Le cas des saisonniers pluriactifs n’est pas mentionné dans le texte de la réforme, alors même qu’en juin, quand le député des Hautes-Alpes avait soulevé cette épineuse question, Eric Woerth, le ministre chargé de la conduire, avait « assuré » que le gouvernement « la reverrait et l’étudierait » au cours de l’été.
Il pourrait y avoir urgence puisque, selon Joël Giraud, la proportion des saisonniers pluriactifs parmi les retraités tend à « augmenter, représentant aujourd’hui près de 40 %. » Qu’en sera-t-il demain avec les deux millions d’emplois saisonniers que compte la France et la précarité qui se généralise ?
Précarité de l’emploi et pénibilité liée au statut
« Quand le système par répartition a été créé, le saisonnier était marginal. Aujourd’hui, ce qui devient marginal, c’est le CDI à temps plein », ironise Jean-Claude Eyraud, membre du conseil national de la montagne, représentant la CGT, qui a planché avec le député PRG des Hautes-Alpes sur le sujet des retraites des saisonniers. « Leur problème, c’est de valider des annuités. Celui qui travaille cinq mois d’affilée le pourra. Celui qui travaillera par petits bouts aura d’énormes difficultés. Il va se retrouver au minimum de pension. »

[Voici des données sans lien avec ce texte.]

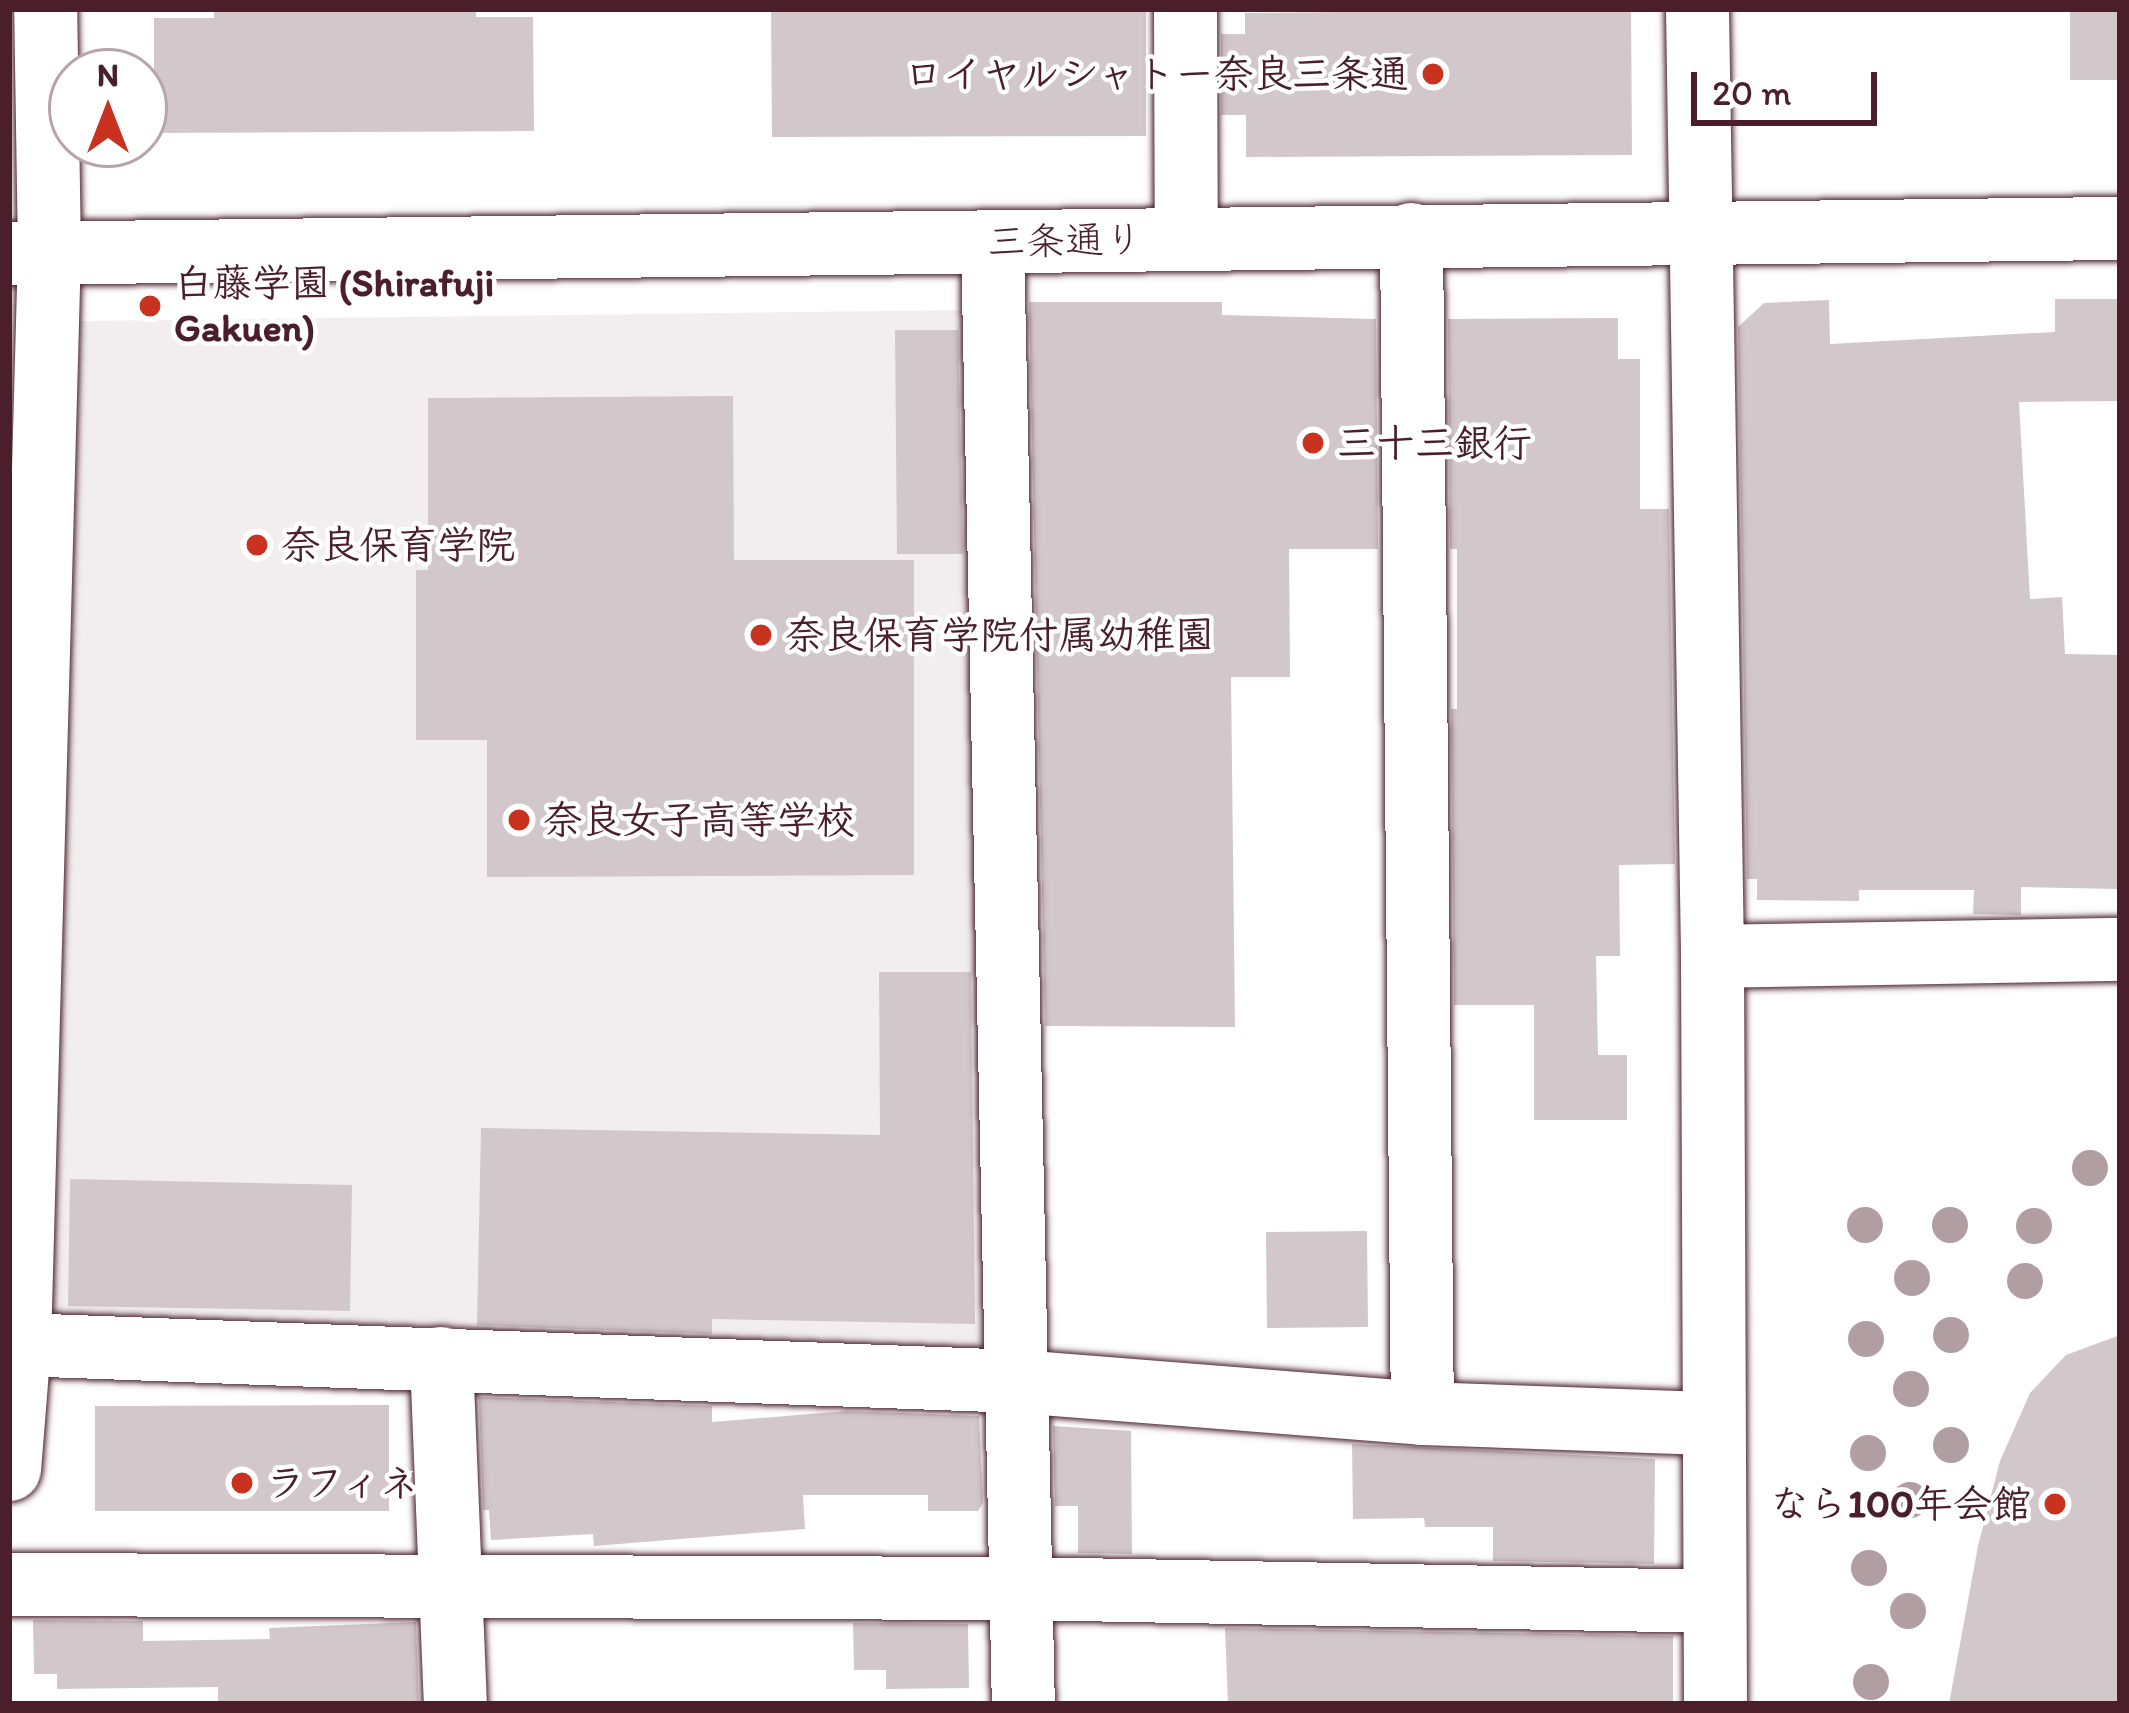 <!DOCTYPE html>
<html>
<head>
<meta charset="utf-8">
<style>
	body { margin:0 }
	#map { position:relative; width:2129px; height:1713px; overflow:hidden; background:#fff; font-family:Itim,"Klee One",sans-serif }
	div>[style] { position:absolute }
	.built>* { inset:0; background:#f2eeef }
	.building>* { inset:0; background:#d2c7cb }
	.roads { filter:drop-shadow(0 0 3px #4a1f2b) drop-shadow(0 0 3px #4a1f2b) }
	.minor>* { height:63px; margin:-31.5px; padding:0 31.5px; transform-origin:31.5px; border-radius:31.5px; background:#fff }
	.trees>* { width:36px; height:36px; margin:-18px; border-radius:50%; background:#b19ea3 }
	.dots>* { width:33px; height:33px; translate:-50% -50%; box-sizing:border-box; border:6px solid #fff; border-radius:50% }
	span { translate:-50% -50%; white-space:nowrap; text-align:center; line-height:1.15; -webkit-text-stroke:9px #fff; paint-order:stroke }
	.poi-label { font-size:39px; color:#4a1f2b; font-weight:700 }
	.right { translate:-100% -50%; text-align:right }
	.left { translate:0 -50%; text-align:left }
	.street-label { font-size:39px; color:#4a1f2b }
	.frame { position:absolute; inset:0; border:12px solid #4a1f2b; pointer-events:none }
	.north { position:absolute; left:48px; top:48px; width:120px; height:120px; box-sizing:border-box; background:#fff; border:3px solid #b7a5aa; border-radius:50%; rotate:0deg; font-size:33px; font-weight:700; line-height:48px; text-align:center; color:#4a1f2b }
	.north::after { content:''; display:block; margin:auto; width:42px; height:54px; background:#c8321e; clip-path:polygon(50% 0,100% 100%,50% 72%,0 100%) }
	.scale { position:absolute; left:1691px; top:72px; width:186px; height:54px; box-sizing:border-box; border:6px solid #4a1f2b; border-top:0; padding-left:15px; font-size:36px; line-height:42px; white-space:nowrap; color:#4a1f2b; -webkit-text-stroke:9px #fff; paint-order:stroke }
</style>
</head>
<body>
<div id="map">
	<div class="built">
		<i style="clip-path:polygon(972px 310px,995px 1365px,473px 1342px,467px 1326px,49px 1324px,73px 327px,80px 321px)"></i>
	</div>
	<div class="building">
		<i style="clip-path:polygon(214px 9px,476px 9px,476px 17px,533px 17px,534px 131px,154px 133px,154px 18px,214px 18px)"></i>
		<i style="clip-path:polygon(771px 9px,1146px 9px,1146px 136px,772px 137px)"></i>
		<i style="clip-path:polygon(1631px 9px,1632px 155px,1246px 157px,1246px 115px,1221px 115px,1221px 34px,1245px 34px,1245px 13px)"></i>
		<i style="clip-path:polygon(2070px 9px,2120px 9px,2120px 80px,2070px 80px)"></i>
		<i style="clip-path:polygon(2055px 299px,2120px 299px,2120px 401px,2019px 402px,2030px 599px,2062px 597px,2065px 654px,2120px 655px,2117px 889px,2021px 887px,2021px 915px,1973px 914px,1974px 890px,1859px 890px,1859px 901px,1757px 900px,1757px 879px,1747px 879px,1738px 327px,1764px 303px,1829px 300px,1830px 344px,2055px 332px)"></i>
		<i style="clip-path:polygon(1029px 302px,1222px 302px,1222px 315px,1376px 319px,1378px 549px,1289px 549px,1290px 677px,1231px 677px,1235px 1027px,1045px 1026px)"></i>
		<i style="clip-path:polygon(1618px 318px,1618px 359px,1640px 359px,1640px 509px,1669px 509px,1675px 864px,1619px 865px,1620px 956px,1596px 956px,1598px 1055px,1627px 1055px,1627px 1120px,1534px 1120px,1534px 1005px,1454px 1005px,1451px 709px,1457px 709px,1457px 549px,1450px 549px,1448px 319px)"></i>
		<i style="clip-path:polygon(895px 330px,958px 330px,963px 554px,897px 554px)"></i>
		<i style="clip-path:polygon(733px 396px,734px 560px,914px 560px,914px 875px,487px 877px,487px 740px,416px 740px,416px 570px,428px 570px,428px 398px)"></i>
		<i style="clip-path:polygon(879px 972px,971px 972px,975px 1324px,712px 1319px,712px 1334px,477px 1325px,481px 1128px,880px 1135px)"></i>
		<i style="clip-path:polygon(70px 1179px,352px 1185px,350px 1311px,68px 1306px)"></i>
		<i style="clip-path:polygon(1367px 1231px,1368px 1327px,1267px 1328px,1266px 1232px)"></i>
		<i style="clip-path:polygon(2120px 1335px,2120px 1704px,1949px 1704px,1978px 1546px,2000px 1461px,2030px 1393px,2066px 1355px)"></i>
		<i style="clip-path:polygon(479px 1397px,712px 1406px,712px 1422px,846px 1411px,979px 1416px,983px 1503px,978px 1511px,928px 1511px,928px 1495px,803px 1495px,805px 1529px,594px 1546px,593px 1534px,491px 1540px,489px 1510px,483px 1510px)"></i>
		<i style="clip-path:polygon(389px 1405px,389px 1511px,95px 1511px,95px 1406px)"></i>
		<i style="clip-path:polygon(1053px 1426px,1131px 1431px,1132px 1554px,1078px 1553px,1078px 1506px,1055px 1506px)"></i>
		<i style="clip-path:polygon(1352px 1444px,1655px 1459px,1654px 1564px,1493px 1561px,1493px 1527px,1425px 1527px,1424px 1518px,1353px 1519px)"></i>
		<i style="clip-path:polygon(33px 1620px,143px 1621px,143px 1641px,270px 1639px,269px 1628px,416px 1622px,419px 1704px,218px 1704px,218px 1687px,57px 1689px,57px 1674px,34px 1674px)"></i>
		<i style="clip-path:polygon(853px 1623px,968px 1624px,969px 1688px,886px 1689px,886px 1670px,854px 1670px)"></i>
		<i style="clip-path:polygon(1225px 1628px,1673px 1636px,1673px 1704px,1228px 1704px)"></i>
	</div>
	<div class="roads">
		<div class="minor">
			<i style="left:1185px;top:9px;width:230px;rotate:89.8deg"></i>
			<i style="left:1697px;top:9px;width:947px;rotate:89.09deg"></i>
			<i style="left:1712px;top:956px;width:748px;rotate:89.77deg"></i>
			<i style="left:1411px;top:234px;width:1179px;rotate:89.47deg"></i>
			<i style="left:992px;top:242px;width:1462px;rotate:88.79deg"></i>
			<i style="left:9px;top:253px;width:2111px;rotate:-0.68deg"></i>
			<i style="left:1712px;top:956px;width:408px;rotate:-1deg"></i>
			<i style="left:19px;top:1344px;width:999px;rotate:2.12deg"></i>
			<i style="left:1017px;top:1381px;width:406px;rotate:4.5deg"></i>
			<i style="left:1422px;top:1413px;width:291px;rotate:2deg"></i>
			<i style="left:441px;top:1358px;width:346px;rotate:87.7deg"></i>
			<i style="left:9px;top:1469px;width:125px;rotate:-85.4deg"></i>
			<i style="left:19px;top:1344px;width:1092px;rotate:-88.43deg"></i>
			<i style="left:49px;top:252px;width:243px;rotate:-90.9deg"></i>
			<i style="left:9px;top:1584px;width:1012px;rotate:0.23deg"></i>
			<i style="left:1021px;top:1588px;width:693px;rotate:1.07deg"></i>
		</div>
	</div>
	<div class="trees">
		<i style="left:2090px;top:1168px"></i>
		<i style="left:1865px;top:1225px"></i>
		<i style="left:1950px;top:1225px"></i>
		<i style="left:2034px;top:1226px"></i>
		<i style="left:1912px;top:1278px"></i>
		<i style="left:2025px;top:1281px"></i>
		<i style="left:1951px;top:1335px"></i>
		<i style="left:1866px;top:1339px"></i>
		<i style="left:1911px;top:1389px"></i>
		<i style="left:1951px;top:1445px"></i>
		<i style="left:1868px;top:1453px"></i>
		<i style="left:1910px;top:1500px"></i>
		<i style="left:1869px;top:1568px"></i>
		<i style="left:1908px;top:1611px"></i>
		<i style="left:1871px;top:1682px"></i>
	</div>
	<div class="dots">
		<i style="left:1433px;top:74px;background:#c8321e"></i>
		<i style="left:150px;top:306px;background:#c8321e"></i>
		<i style="left:1313px;top:443px;background:#c8321e"></i>
		<i style="left:257px;top:545px;background:#c8321e"></i>
		<i style="left:761px;top:635px;background:#c8321e"></i>
		<i style="left:519px;top:820px;background:#c8321e"></i>
		<i style="left:242px;top:1483px;background:#c8321e"></i>
		<i style="left:2055px;top:1504px;background:#c8321e"></i>
	</div>
	<div class="poi-label">
		<span class="right" style="left:1409px;top:74px">ロイヤルシャトー奈良三条通</span>
		<span class="left" style="left:174px;top:306px">白藤学園 (Shirafuji<br>Gakuen)</span>
		<span class="left" style="left:1337px;top:443px">三十三銀行</span>
		<span class="left" style="left:281px;top:545px">奈良保育学院</span>
		<span class="left" style="left:785px;top:635px">奈良保育学院付属幼稚園</span>
		<span class="left" style="left:543px;top:820px">奈良女子高等学校</span>
		<span class="left" style="left:266px;top:1483px">ラフィネ</span>
		<span class="right" style="left:2031px;top:1504px">なら100年会館</span>
	</div>
	<div class="street-label">
		<span style="left:1065px;top:241px;rotate:-1deg">三条通り</span>
	</div>
	<div class="frame"></div>
	<div class="north">N</div>
	<div class="scale">20 m</div>
</div>
</body>
</html>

Le sociologue Richard Dethyre, l’un des organisateurs du premier forum social des saisonniers qui se déroulera à Aubagne les 3, 4 et 5 décembre prochains, abonde dans le même sens. « Dans le tourisme, les travailleurs sont fragilisés par leurs CDD à répétition, ne perçoivent pas la prime de précarité, leurs Assedic sont minorées et leur retraite est calculée sans tenir compte de cette intermittence non choisie. Les saisonniers sont dans une insécurité autant sociale que morale », obligés qu’ils sont de retourner chaque fin de saison se réinscrire, en étant « sûrs d’être pénalisé sur le montant d’allocations minorées par avance. »
Ne pourrait-on pas parler là aussi de pénibilité ? Si elle est consécutive bien sûr des tâches liées à l’activité, elle l’est aussi, parfois, aux conditions dans lesquelles celle-ci s’exerce.
« La pénibilité est bien réelle pour certains saisonniers : troubles musculo-squelettiques, flexibilité, précarité du travail, horaires décalés, horaires morcelés avec grande amplitude de la journée de travail, notamment dans les remontées mécaniques, le service des pistes, le commerce, l’hôtellerie-restauration… », énumère le député Joël Giraud dans son amendement rejeté.
Et de soutenir qu’« il est tout à fait possible d’exercer un métier pénible sans forcément avoir une incapacité physique supérieure ou égale à 20 % », seuil retenu par le gouvernement pour la prise en compte de la pénibilité.